As Tony Badran, research fellow at the Foundation for the Defense of Democracies, wrote here last year, “The shabbiha refers to a phenomenon originating in the coastal region of northwest Syria—where the ruling Alawite clan is from—and describes gangs of young thugs working for members of the Assad family, but in no official capacity.”
However, there’s some speculation that there was more to the kidnapping than just Assad thuggery. According to a report at the Guardian, a video clip of the NBC crew pleading for their release appears to have captured in the background a shot of graffiti typically associated with Shia slogans, like “There is no chivalrous man except 'Ali [a figure revered in Shi’sm], and there is no sword except Dhu l-Fiqar ['Ali's mythical sword]."
“Engel’s kidnappers are likely not Assad’s Alawite shabbiha,” says Badran. “Rather, they’re elements of Hezbollah and Iran’s Qods Force, or proxies thereof.”
Indeed, Engel says that his “captors were trained by the Iranian Revolutionary Guard and allied with Hezbollah.”
Michael Ross, a former Mossad operations officer explains that the original concept of the shabbiha “has been co-opted since the uprising started. It’s no longer just an Alawite group. It’s an Iranian-trained militia, with Qods Force and Hezbollah guys working directly with the group. It’s part of the Iranian effort to upgrade their capability of helping the Assad regime survive. In another sense, it’s nothing new, the Iranians have been on the ground since the 80s.”
That era, during the middle of Lebanon’s civil war, represented the heyday of Hezbollah abductions—a tactic that may be making a comeback. As Engel explained, “the kidnappers wanted to exchange him and his crew for four Iranian and two Lebanese prisoners being held by the rebels.”
“This would be in keeping with an established Hezbollah practice,” says Badran. “They capture Westerners in exchange for Hezbollah or Iranian prisoners, or other accommodations.”

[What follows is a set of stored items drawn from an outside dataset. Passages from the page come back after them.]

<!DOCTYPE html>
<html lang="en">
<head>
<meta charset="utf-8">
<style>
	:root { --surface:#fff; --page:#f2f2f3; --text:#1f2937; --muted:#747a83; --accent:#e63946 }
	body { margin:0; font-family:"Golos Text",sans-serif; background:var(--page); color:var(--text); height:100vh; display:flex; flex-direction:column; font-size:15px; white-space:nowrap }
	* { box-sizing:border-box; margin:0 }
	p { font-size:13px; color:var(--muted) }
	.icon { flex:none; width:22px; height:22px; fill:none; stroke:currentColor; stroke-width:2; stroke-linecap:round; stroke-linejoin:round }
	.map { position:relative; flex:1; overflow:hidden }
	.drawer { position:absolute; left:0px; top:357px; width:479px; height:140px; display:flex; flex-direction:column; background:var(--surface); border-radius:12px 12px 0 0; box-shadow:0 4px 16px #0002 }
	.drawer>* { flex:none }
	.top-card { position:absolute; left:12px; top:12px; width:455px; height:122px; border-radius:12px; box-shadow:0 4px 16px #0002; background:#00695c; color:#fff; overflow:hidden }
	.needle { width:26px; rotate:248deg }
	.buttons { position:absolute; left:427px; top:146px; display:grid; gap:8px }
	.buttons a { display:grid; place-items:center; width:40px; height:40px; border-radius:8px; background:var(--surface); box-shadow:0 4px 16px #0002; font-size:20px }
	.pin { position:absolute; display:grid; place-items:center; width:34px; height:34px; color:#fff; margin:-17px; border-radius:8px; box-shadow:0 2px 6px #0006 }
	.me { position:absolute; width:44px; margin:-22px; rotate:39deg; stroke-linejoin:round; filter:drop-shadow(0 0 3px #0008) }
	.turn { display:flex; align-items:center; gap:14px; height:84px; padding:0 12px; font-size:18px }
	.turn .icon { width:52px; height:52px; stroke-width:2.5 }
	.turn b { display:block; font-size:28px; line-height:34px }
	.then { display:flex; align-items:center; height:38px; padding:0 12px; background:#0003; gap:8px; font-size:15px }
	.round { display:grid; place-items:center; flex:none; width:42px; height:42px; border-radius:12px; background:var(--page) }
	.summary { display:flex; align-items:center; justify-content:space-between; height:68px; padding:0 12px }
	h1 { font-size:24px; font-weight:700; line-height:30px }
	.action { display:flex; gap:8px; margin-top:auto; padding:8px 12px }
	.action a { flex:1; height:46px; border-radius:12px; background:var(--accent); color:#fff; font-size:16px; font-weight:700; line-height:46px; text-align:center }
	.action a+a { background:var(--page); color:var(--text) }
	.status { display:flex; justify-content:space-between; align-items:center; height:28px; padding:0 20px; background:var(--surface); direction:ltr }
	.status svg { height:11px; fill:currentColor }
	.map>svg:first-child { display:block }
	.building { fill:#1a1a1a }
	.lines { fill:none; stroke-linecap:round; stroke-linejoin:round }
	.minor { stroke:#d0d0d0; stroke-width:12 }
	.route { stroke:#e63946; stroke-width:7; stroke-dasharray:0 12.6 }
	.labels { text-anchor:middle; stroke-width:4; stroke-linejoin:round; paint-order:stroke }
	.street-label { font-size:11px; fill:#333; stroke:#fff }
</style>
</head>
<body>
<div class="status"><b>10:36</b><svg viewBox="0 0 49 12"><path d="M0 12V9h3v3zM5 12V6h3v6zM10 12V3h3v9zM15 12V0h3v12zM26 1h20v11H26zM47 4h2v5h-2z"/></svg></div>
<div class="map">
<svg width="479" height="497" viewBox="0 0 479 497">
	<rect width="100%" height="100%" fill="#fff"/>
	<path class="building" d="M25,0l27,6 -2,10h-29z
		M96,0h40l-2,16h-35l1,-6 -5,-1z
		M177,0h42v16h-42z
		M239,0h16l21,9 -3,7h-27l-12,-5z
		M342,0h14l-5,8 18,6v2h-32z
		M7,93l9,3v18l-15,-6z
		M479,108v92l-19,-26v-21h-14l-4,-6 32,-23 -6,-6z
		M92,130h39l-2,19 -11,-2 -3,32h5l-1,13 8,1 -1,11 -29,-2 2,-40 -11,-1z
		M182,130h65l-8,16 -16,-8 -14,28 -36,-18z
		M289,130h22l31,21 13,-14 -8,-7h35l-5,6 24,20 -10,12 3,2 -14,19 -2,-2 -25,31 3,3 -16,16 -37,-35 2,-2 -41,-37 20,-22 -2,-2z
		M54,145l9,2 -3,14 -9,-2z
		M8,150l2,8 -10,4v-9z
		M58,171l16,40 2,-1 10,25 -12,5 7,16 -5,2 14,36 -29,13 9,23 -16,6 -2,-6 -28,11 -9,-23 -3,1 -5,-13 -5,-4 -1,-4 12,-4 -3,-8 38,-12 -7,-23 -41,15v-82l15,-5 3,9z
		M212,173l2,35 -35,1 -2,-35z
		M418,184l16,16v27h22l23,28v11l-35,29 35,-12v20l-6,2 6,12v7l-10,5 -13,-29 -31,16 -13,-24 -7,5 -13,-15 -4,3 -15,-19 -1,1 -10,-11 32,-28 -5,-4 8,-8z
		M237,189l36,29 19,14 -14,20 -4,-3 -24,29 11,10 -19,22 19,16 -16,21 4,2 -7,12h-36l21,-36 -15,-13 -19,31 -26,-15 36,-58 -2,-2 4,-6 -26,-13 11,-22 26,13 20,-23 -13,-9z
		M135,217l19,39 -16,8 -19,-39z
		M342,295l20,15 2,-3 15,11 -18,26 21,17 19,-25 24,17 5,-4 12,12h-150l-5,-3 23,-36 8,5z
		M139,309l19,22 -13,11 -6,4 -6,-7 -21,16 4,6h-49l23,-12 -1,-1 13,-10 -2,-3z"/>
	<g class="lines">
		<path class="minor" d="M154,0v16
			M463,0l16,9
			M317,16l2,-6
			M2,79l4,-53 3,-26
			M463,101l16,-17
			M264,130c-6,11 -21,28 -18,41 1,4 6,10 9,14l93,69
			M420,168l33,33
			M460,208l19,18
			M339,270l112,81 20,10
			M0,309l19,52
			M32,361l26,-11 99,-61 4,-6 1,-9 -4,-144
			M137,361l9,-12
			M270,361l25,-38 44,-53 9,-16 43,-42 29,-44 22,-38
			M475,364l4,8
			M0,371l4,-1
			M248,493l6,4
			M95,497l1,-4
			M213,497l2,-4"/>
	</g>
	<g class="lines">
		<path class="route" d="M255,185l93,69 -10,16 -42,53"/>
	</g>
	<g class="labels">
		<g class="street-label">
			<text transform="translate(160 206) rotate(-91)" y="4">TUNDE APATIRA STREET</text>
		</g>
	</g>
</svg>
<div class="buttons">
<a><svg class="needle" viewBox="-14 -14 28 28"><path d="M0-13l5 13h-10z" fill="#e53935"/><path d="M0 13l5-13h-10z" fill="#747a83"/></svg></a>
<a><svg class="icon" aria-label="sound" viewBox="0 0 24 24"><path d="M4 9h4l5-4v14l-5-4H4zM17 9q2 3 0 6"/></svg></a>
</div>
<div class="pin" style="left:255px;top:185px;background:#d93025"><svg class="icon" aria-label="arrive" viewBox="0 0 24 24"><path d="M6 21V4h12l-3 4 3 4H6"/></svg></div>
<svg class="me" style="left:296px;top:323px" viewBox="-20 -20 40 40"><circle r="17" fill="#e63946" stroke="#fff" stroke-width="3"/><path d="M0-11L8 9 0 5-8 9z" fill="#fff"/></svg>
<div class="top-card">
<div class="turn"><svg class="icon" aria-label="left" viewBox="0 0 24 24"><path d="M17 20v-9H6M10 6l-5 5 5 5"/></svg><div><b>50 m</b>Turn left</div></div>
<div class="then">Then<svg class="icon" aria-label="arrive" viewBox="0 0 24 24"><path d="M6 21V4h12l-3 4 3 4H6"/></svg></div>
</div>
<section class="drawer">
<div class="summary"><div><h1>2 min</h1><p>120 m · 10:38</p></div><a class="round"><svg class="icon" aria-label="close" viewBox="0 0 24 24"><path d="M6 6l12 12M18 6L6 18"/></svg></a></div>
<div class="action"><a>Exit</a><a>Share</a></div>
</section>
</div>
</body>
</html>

Most recently, as Badran notes, in March 2011 seven Estonian cyclists were abducted in Lebanon’s Bekaa valley, a Hezbollah stronghold. In response, the Estonians were reluctant to join other EU countries in sanctioning Syrian officials. Historically, it was French and American hostages, including journalists like Terry Anderson, which Hezbollah kidnapped in the 80s.
“They wanted their prisoners back,” says Badran—like the Kuwait 17, who were arrested for a series of seven coordinated bombings in Kuwait City in 1983, including the French and American embassies. As Matthew Levitt wrote recently here: “The abduction of the CIA’s station chief in Beirut, William Buckley … as well as several other kidnappings in the second half of 1984, are believed to have been a direct response to the arrest and sentencing of the Kuwait 17 bombers.”
The Free Syrian Army says it’s holding Hezbollah prisoners, and won’t return them until its own people are released. Perhaps Hezbollah sees it’s getting nowhere with the FSA and has turned to other options. “Now Hezbollah is going for the soft target,” says Badran. “The westerners—in order to get its guys released.”